Aim of the task:
What number of lines in the listing contain "after"? Answer with that number only.

Stored data:

__________

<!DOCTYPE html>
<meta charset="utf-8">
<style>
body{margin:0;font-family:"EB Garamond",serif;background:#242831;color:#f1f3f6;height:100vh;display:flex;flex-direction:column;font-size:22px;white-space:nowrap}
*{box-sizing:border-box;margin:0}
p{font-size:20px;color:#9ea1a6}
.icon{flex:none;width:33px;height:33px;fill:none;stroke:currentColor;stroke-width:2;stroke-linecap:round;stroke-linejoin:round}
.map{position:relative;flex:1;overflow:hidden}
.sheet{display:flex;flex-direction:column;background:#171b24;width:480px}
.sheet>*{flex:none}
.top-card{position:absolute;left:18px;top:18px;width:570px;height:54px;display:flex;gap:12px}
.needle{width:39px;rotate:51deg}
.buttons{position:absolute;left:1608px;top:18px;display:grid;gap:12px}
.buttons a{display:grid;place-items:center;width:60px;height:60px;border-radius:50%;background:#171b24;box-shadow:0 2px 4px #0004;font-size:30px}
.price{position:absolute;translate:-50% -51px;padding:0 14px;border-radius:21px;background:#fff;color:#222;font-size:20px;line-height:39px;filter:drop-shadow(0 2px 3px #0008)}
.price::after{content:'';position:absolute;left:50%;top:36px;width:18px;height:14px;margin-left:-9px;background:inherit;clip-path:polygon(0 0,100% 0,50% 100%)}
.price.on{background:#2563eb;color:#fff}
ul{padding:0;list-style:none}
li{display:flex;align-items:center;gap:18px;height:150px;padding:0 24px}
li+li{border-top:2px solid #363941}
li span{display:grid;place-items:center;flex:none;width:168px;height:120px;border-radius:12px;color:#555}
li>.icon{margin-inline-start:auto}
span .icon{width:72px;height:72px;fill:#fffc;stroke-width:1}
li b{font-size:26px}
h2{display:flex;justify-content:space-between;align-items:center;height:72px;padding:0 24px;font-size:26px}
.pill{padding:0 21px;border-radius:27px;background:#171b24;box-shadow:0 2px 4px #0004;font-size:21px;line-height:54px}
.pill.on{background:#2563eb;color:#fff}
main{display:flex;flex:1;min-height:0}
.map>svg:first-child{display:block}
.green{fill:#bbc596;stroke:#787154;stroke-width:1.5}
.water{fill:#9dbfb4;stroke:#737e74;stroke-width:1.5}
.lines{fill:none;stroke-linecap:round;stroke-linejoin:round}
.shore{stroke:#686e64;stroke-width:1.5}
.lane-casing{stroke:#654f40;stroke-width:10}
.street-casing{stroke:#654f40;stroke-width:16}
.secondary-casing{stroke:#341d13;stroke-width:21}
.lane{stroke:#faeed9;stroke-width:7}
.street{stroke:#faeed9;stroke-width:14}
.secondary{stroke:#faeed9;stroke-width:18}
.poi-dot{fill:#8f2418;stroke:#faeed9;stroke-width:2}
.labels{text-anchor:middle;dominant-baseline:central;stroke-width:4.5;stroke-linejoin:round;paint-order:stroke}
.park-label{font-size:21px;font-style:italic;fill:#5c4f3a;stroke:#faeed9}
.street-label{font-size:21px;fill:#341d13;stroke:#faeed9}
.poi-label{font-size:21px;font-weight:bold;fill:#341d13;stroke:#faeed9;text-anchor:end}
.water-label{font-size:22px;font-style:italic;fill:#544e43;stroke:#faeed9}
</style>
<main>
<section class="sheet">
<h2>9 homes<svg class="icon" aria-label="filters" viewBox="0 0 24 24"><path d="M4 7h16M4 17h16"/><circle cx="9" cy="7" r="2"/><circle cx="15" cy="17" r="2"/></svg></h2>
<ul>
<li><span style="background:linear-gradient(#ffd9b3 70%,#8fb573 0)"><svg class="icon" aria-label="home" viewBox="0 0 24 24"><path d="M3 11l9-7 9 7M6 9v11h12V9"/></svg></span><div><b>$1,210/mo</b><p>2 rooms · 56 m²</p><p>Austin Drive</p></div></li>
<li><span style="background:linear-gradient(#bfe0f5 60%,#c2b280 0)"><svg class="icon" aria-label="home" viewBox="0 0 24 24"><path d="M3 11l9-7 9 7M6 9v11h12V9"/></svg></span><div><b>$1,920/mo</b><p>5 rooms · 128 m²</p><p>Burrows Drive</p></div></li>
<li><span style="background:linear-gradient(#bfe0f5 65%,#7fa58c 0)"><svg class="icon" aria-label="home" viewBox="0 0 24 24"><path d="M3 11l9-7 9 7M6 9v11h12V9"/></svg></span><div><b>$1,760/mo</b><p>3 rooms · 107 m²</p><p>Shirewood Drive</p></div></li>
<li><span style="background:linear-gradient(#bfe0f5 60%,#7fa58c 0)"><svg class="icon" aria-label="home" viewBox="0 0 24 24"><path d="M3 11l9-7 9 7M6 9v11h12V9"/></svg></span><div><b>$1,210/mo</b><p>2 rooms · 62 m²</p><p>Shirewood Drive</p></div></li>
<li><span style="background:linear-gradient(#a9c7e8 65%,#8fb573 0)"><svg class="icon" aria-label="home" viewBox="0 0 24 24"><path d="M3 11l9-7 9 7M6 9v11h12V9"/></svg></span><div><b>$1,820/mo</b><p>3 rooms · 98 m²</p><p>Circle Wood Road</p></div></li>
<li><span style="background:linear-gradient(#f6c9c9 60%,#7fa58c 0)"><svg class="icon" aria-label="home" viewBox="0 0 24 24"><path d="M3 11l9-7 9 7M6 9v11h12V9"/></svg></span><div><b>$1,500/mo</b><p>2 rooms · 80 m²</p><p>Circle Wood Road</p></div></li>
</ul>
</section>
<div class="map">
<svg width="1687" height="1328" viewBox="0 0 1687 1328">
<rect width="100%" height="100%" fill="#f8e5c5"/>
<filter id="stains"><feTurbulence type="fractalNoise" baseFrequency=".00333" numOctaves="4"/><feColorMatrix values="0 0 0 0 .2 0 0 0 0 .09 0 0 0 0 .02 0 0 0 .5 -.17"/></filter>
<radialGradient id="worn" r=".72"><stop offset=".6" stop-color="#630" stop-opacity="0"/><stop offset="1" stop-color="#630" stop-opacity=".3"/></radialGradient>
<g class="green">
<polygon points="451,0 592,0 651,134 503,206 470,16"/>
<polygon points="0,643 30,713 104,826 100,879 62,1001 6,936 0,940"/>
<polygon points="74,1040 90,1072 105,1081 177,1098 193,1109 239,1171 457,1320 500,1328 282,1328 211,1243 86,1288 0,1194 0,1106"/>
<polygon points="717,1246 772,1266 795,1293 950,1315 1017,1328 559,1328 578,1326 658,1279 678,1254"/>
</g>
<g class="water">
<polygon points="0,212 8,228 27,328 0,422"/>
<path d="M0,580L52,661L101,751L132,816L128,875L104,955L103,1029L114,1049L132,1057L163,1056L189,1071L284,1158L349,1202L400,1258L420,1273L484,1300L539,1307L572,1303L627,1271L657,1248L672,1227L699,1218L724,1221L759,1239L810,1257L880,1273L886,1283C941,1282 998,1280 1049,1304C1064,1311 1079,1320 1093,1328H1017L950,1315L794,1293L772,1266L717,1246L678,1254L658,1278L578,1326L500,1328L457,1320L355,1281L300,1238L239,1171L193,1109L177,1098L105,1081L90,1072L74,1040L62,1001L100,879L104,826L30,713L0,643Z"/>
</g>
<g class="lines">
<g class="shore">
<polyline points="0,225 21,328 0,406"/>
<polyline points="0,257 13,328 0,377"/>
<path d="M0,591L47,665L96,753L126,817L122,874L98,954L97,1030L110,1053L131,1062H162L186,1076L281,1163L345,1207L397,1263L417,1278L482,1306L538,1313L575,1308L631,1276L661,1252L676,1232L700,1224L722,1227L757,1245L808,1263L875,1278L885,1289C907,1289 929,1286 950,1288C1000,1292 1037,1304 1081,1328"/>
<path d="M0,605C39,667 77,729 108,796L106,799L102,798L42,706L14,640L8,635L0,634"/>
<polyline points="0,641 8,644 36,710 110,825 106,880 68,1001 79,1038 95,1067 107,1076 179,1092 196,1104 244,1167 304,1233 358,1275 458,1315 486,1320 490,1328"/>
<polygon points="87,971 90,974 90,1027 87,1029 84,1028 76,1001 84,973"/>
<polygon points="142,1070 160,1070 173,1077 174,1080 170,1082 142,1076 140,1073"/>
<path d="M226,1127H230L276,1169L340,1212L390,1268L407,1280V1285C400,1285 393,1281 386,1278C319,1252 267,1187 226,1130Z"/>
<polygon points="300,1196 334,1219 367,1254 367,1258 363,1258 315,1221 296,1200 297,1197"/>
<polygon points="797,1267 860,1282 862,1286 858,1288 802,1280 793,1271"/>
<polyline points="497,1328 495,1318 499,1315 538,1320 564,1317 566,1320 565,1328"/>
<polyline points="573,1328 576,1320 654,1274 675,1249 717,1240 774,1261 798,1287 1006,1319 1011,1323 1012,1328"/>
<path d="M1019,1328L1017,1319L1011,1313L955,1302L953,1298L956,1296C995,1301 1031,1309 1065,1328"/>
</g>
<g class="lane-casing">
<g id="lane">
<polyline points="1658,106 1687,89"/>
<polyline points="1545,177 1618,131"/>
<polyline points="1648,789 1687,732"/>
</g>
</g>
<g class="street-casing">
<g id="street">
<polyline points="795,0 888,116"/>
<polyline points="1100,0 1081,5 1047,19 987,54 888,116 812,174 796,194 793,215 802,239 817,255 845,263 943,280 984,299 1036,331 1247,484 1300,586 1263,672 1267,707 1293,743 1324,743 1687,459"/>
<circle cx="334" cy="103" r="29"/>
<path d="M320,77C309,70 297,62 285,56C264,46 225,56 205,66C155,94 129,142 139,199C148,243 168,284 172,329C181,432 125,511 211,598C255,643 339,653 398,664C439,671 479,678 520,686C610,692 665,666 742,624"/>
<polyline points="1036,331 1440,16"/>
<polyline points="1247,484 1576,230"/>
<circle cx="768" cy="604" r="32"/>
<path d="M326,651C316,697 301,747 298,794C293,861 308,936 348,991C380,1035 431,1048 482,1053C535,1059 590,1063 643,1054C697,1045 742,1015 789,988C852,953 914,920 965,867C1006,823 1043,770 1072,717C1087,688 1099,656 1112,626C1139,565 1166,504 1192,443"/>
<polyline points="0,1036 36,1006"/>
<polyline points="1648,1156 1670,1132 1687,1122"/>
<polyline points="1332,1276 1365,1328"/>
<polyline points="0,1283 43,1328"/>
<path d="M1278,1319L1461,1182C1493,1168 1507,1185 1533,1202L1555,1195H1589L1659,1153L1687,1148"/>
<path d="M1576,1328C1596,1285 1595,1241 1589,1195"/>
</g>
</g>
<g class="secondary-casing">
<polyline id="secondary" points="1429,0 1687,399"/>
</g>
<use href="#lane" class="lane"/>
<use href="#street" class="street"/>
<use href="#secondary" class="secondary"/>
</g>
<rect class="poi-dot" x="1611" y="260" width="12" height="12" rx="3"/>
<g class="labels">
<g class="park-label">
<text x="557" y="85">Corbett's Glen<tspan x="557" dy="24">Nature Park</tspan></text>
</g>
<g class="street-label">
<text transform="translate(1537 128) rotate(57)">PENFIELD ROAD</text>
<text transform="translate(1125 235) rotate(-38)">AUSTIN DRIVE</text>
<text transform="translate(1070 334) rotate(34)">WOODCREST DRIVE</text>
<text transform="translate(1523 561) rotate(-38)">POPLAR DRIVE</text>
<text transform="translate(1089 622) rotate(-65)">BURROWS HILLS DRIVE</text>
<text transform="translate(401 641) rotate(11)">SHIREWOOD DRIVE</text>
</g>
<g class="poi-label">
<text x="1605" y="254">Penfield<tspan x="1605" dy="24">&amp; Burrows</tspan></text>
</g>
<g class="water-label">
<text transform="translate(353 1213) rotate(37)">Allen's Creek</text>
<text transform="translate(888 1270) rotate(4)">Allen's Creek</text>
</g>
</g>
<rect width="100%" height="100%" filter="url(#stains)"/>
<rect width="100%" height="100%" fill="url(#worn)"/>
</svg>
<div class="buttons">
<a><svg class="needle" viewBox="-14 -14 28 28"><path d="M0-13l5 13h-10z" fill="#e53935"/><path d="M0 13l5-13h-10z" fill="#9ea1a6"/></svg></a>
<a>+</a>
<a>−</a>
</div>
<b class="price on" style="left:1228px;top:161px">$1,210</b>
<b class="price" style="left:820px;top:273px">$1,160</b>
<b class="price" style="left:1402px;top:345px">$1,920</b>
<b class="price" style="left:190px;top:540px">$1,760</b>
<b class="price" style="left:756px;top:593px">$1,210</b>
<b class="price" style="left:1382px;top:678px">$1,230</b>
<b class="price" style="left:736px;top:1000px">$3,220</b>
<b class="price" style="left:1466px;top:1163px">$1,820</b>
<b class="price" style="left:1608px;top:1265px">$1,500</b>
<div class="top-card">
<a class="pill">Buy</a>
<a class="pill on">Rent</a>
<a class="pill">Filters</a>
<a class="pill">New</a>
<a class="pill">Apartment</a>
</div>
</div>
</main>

__________

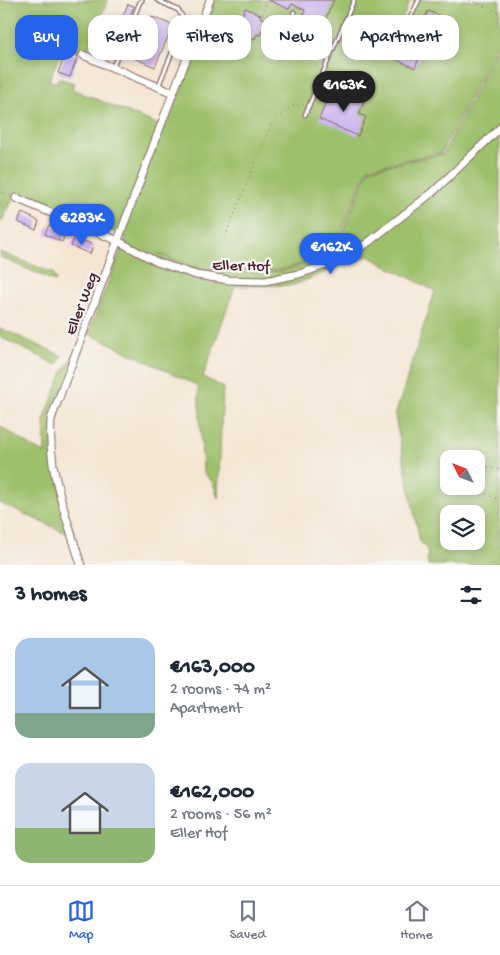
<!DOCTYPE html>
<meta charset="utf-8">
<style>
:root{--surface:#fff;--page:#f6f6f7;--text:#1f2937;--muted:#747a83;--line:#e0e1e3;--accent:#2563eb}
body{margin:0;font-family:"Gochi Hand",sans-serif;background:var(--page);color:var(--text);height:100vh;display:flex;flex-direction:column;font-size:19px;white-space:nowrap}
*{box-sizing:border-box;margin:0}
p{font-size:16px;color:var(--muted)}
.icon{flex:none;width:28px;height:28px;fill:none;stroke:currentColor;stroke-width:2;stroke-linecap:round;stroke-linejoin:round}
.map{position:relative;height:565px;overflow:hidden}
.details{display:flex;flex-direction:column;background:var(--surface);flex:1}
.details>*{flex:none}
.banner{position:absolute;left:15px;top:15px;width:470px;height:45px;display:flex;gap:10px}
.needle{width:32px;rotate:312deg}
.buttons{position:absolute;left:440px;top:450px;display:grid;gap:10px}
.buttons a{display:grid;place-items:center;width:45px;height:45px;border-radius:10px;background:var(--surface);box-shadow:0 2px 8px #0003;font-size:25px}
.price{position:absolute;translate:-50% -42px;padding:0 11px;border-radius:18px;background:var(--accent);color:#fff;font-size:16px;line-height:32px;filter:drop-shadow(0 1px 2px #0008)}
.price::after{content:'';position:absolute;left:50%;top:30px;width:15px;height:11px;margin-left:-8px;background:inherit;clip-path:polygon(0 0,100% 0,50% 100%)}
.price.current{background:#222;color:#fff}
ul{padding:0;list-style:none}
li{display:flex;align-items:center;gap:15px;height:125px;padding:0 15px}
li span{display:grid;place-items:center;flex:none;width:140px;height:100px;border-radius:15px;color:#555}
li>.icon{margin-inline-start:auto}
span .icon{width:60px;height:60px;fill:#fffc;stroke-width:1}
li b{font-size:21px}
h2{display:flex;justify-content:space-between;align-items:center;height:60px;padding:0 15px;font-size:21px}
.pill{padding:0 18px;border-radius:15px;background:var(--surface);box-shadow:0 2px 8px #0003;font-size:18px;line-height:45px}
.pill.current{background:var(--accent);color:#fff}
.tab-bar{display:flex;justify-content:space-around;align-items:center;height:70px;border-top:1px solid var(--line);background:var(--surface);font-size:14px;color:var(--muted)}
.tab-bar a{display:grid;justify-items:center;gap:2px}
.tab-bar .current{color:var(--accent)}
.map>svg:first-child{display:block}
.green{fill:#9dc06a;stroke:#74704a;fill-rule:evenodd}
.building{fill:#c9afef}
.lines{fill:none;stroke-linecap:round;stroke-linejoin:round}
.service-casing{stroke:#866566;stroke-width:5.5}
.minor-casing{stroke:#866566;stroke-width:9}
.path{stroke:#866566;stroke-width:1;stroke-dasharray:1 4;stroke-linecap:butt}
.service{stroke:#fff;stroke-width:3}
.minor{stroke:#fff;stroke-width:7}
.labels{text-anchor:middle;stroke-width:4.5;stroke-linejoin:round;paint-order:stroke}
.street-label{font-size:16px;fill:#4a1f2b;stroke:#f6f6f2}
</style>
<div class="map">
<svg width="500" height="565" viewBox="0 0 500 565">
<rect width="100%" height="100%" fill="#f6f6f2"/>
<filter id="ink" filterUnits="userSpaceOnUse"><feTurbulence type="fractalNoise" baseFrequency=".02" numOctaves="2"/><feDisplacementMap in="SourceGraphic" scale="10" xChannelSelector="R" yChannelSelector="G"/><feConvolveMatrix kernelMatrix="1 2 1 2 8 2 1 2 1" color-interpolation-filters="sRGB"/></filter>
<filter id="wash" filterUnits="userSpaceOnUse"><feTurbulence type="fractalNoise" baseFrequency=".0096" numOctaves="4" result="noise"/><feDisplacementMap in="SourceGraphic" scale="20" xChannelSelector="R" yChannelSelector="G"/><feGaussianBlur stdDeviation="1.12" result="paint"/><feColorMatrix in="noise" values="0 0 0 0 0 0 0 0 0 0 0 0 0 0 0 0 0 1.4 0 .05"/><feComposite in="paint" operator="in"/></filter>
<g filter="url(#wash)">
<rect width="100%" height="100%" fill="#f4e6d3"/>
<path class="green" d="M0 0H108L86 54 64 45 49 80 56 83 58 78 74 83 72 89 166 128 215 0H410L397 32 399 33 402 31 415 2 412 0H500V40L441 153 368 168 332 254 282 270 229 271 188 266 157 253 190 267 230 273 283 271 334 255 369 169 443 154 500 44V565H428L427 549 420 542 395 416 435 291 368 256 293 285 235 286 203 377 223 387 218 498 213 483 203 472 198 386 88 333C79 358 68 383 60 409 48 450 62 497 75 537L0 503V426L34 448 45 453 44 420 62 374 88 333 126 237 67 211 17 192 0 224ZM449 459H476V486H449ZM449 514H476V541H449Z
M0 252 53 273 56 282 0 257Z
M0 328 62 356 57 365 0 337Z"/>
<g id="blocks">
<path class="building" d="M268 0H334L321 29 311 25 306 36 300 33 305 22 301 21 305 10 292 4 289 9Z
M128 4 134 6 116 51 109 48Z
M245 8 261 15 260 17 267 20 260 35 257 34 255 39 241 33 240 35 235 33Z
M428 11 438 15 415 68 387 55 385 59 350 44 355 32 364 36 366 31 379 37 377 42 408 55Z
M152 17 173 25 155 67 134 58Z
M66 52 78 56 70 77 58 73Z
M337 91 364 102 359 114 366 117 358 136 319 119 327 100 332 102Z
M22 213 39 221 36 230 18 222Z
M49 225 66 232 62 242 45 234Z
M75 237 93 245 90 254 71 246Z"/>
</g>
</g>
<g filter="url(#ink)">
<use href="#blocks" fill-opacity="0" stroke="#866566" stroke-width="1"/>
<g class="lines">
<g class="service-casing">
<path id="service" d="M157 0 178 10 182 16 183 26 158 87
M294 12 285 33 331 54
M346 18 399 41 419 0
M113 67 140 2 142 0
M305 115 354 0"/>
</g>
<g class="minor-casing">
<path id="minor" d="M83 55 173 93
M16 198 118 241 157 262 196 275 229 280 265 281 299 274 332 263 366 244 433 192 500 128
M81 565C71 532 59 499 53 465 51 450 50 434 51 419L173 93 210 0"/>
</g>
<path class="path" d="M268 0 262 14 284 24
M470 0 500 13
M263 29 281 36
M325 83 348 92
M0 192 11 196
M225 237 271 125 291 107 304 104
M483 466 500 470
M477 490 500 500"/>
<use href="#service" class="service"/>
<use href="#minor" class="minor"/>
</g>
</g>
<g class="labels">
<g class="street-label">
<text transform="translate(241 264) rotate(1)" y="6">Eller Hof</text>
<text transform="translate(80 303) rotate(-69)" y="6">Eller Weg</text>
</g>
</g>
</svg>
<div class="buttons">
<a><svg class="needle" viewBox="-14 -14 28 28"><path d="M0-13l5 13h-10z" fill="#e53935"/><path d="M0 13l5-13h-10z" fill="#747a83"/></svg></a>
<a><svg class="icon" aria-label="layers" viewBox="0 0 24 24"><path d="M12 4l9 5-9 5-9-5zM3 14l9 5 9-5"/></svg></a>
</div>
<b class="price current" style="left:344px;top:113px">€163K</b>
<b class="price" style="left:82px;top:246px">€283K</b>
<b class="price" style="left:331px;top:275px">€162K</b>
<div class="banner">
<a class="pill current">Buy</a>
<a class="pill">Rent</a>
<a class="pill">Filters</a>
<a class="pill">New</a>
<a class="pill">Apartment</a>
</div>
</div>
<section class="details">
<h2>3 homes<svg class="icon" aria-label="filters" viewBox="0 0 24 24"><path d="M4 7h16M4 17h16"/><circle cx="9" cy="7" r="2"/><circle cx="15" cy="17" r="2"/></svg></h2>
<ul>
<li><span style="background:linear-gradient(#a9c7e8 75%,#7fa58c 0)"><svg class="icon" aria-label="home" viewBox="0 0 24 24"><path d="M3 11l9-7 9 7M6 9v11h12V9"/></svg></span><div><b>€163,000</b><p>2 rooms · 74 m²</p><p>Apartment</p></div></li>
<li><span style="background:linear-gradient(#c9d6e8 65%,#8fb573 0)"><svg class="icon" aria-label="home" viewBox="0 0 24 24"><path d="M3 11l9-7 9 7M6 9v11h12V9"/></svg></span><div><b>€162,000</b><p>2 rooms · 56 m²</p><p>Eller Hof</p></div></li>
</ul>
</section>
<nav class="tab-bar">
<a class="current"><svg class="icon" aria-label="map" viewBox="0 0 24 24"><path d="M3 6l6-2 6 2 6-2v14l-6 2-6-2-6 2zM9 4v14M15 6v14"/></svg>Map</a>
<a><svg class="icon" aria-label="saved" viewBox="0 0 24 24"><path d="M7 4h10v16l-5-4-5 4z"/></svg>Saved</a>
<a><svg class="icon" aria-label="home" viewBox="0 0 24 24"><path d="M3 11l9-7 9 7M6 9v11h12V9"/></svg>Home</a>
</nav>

__________

Task output:
2